_Action item_
The entries are to be duplicated exactly, though any picture in them must be omitted.

== Data supplied ==

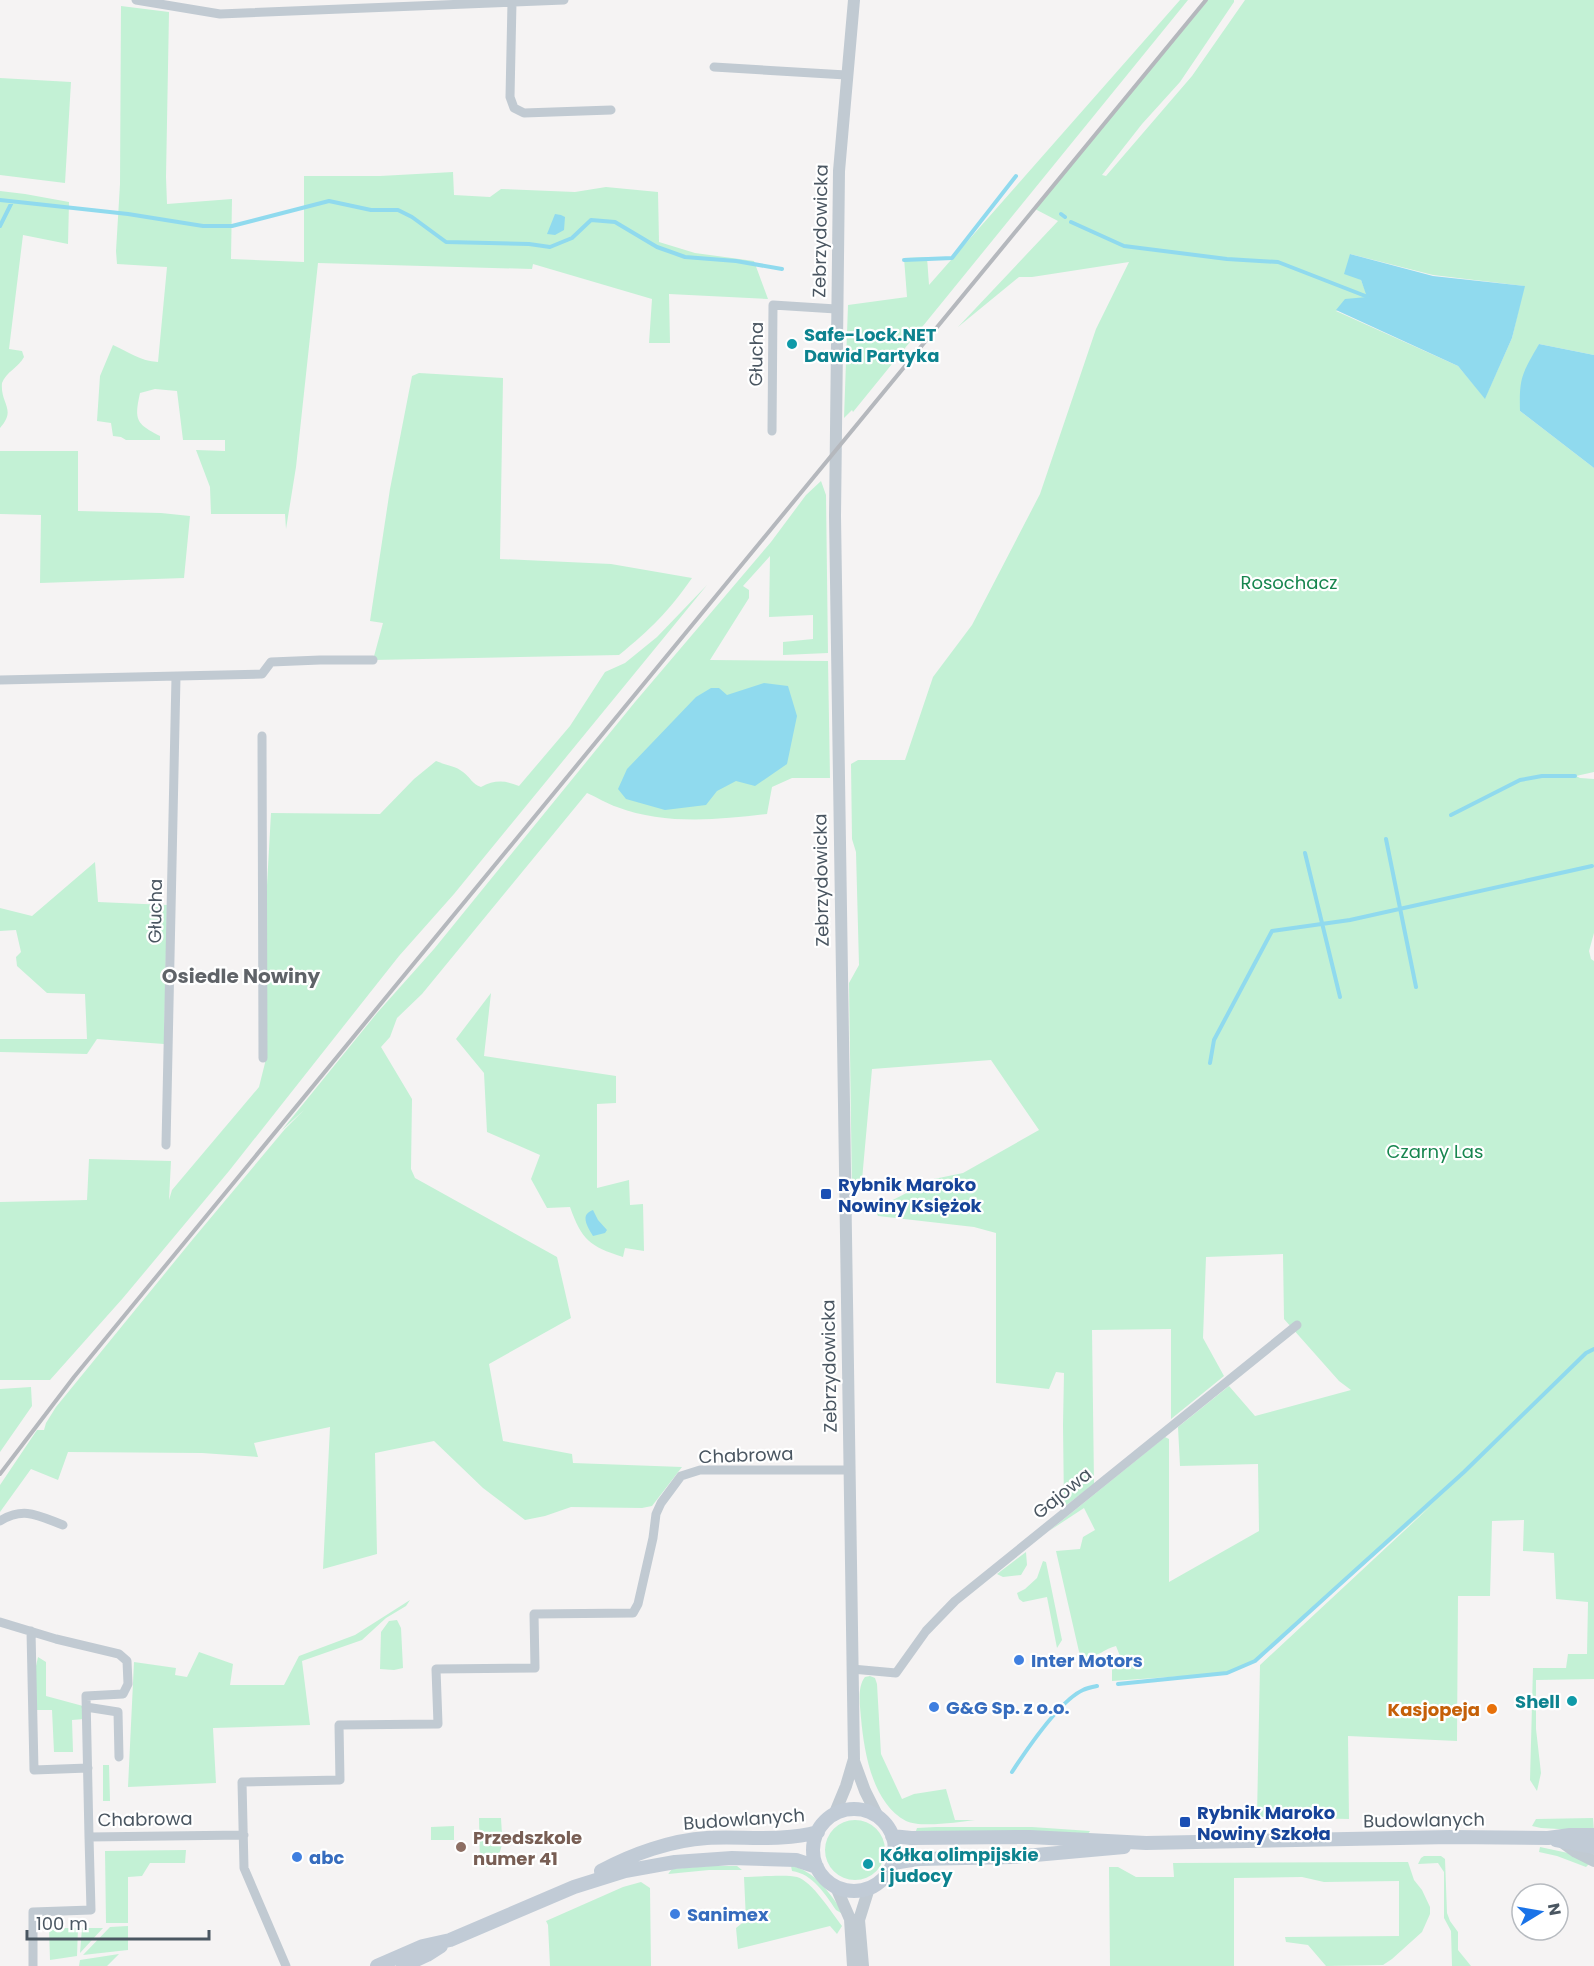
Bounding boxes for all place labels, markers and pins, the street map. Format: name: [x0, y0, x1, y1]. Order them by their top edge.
place label: Safe-Lock.NET Dawid Partyka: [804, 322, 939, 368]
marker: Safe-Lock.NET Dawid Partyka: [785, 337, 799, 351]
place label: Rybnik Maroko Nowiny Księżok: [838, 1172, 983, 1218]
marker: Rybnik Maroko Nowiny Księżok: [819, 1187, 833, 1201]
place label: Inter Motors: [1031, 1648, 1143, 1673]
marker: Inter Motors: [1012, 1653, 1026, 1667]
place label: Shell: [1515, 1689, 1560, 1714]
marker: Shell: [1565, 1694, 1579, 1708]
place label: G&G Sp. z o.o.: [946, 1695, 1070, 1720]
place label: Kasjopeja: [1388, 1697, 1480, 1722]
marker: G&G Sp. z o.o.: [927, 1700, 941, 1714]
marker: Kasjopeja: [1485, 1702, 1499, 1716]
place label: Rybnik Maroko Nowiny Szkoła: [1197, 1800, 1335, 1846]
marker: Rybnik Maroko Nowiny Szkoła: [1178, 1815, 1192, 1829]
place label: Przedszkole numer 41: [473, 1825, 582, 1871]
marker: Przedszkole numer 41: [454, 1840, 468, 1854]
place label: Kółka olimpijskie i judocy: [880, 1842, 1039, 1888]
place label: abc: [309, 1845, 344, 1870]
marker: abc: [290, 1850, 304, 1864]
marker: Kółka olimpijskie i judocy: [861, 1857, 875, 1871]
place label: Sanimex: [687, 1902, 769, 1927]
marker: Sanimex: [668, 1907, 682, 1921]

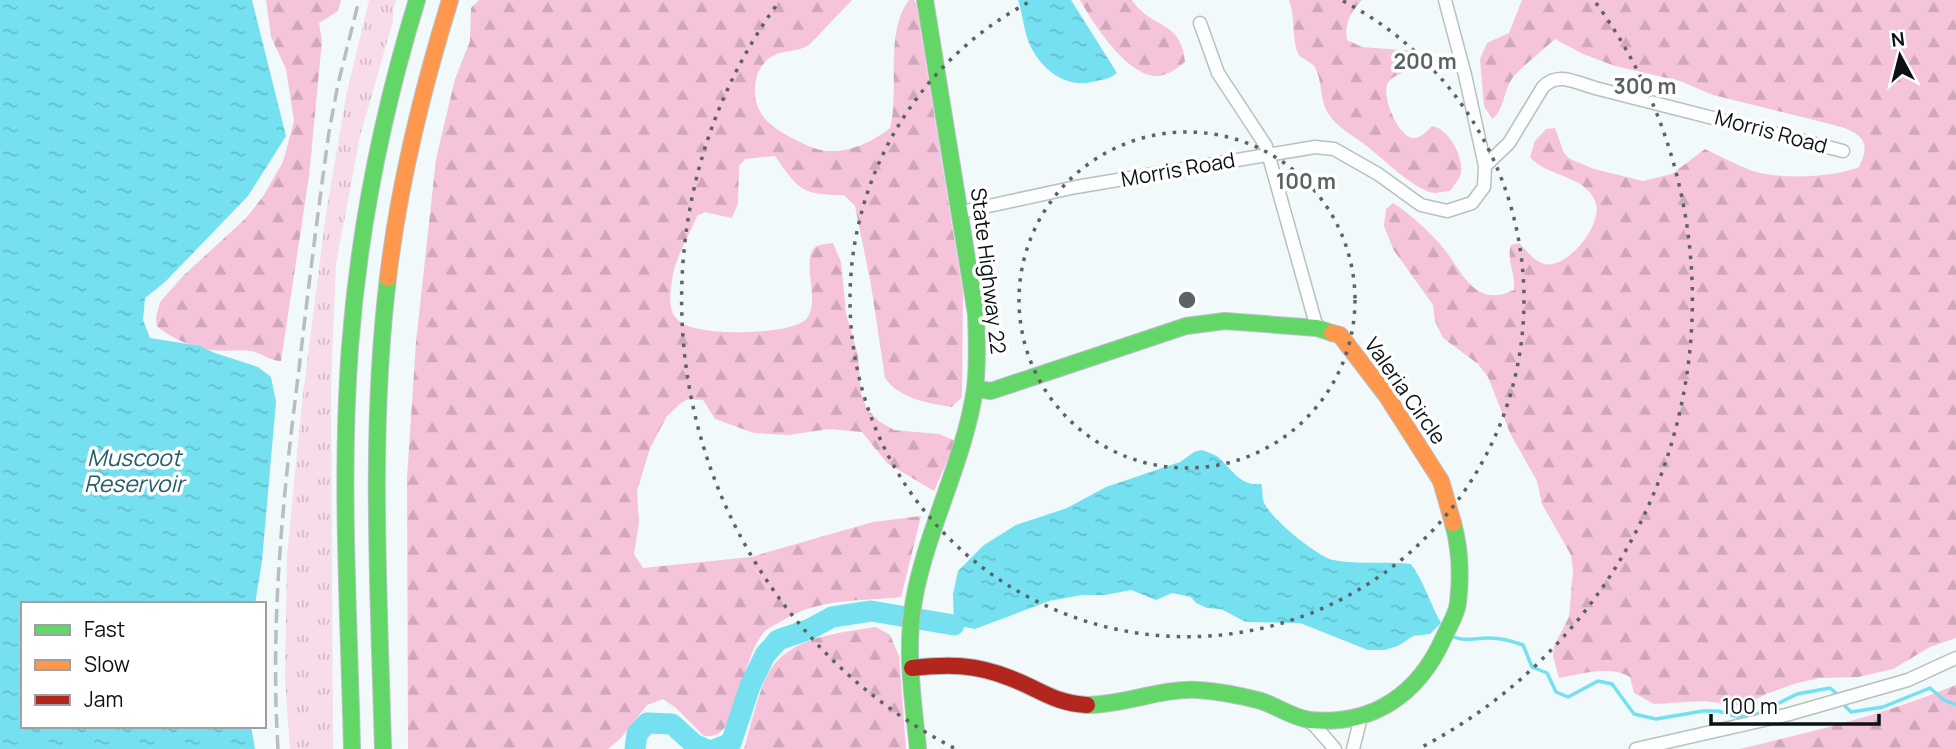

===

_Worked solution_
Bounding boxes for all place labels, markers and pins, the street map. Format: name: [x0, y0, x1, y1]. Order them by their top edge.
place label: Safe-Lock.NET Dawid Partyka: [804, 322, 939, 368]
marker: Safe-Lock.NET Dawid Partyka: [785, 337, 799, 351]
place label: Rybnik Maroko Nowiny Księżok: [838, 1172, 983, 1218]
marker: Rybnik Maroko Nowiny Księżok: [819, 1187, 833, 1201]
place label: Inter Motors: [1031, 1648, 1143, 1673]
marker: Inter Motors: [1012, 1653, 1026, 1667]
place label: Shell: [1515, 1689, 1560, 1714]
marker: Shell: [1565, 1694, 1579, 1708]
place label: G&G Sp. z o.o.: [946, 1695, 1070, 1720]
place label: Kasjopeja: [1388, 1697, 1480, 1722]
marker: G&G Sp. z o.o.: [927, 1700, 941, 1714]
marker: Kasjopeja: [1485, 1702, 1499, 1716]
place label: Rybnik Maroko Nowiny Szkoła: [1197, 1800, 1335, 1846]
marker: Rybnik Maroko Nowiny Szkoła: [1178, 1815, 1192, 1829]
place label: Przedszkole numer 41: [473, 1825, 582, 1871]
marker: Przedszkole numer 41: [454, 1840, 468, 1854]
place label: Kółka olimpijskie i judocy: [880, 1842, 1039, 1888]
place label: abc: [309, 1845, 344, 1870]
marker: abc: [290, 1850, 304, 1864]
marker: Kółka olimpijskie i judocy: [861, 1857, 875, 1871]
place label: Sanimex: [687, 1902, 769, 1927]
marker: Sanimex: [668, 1907, 682, 1921]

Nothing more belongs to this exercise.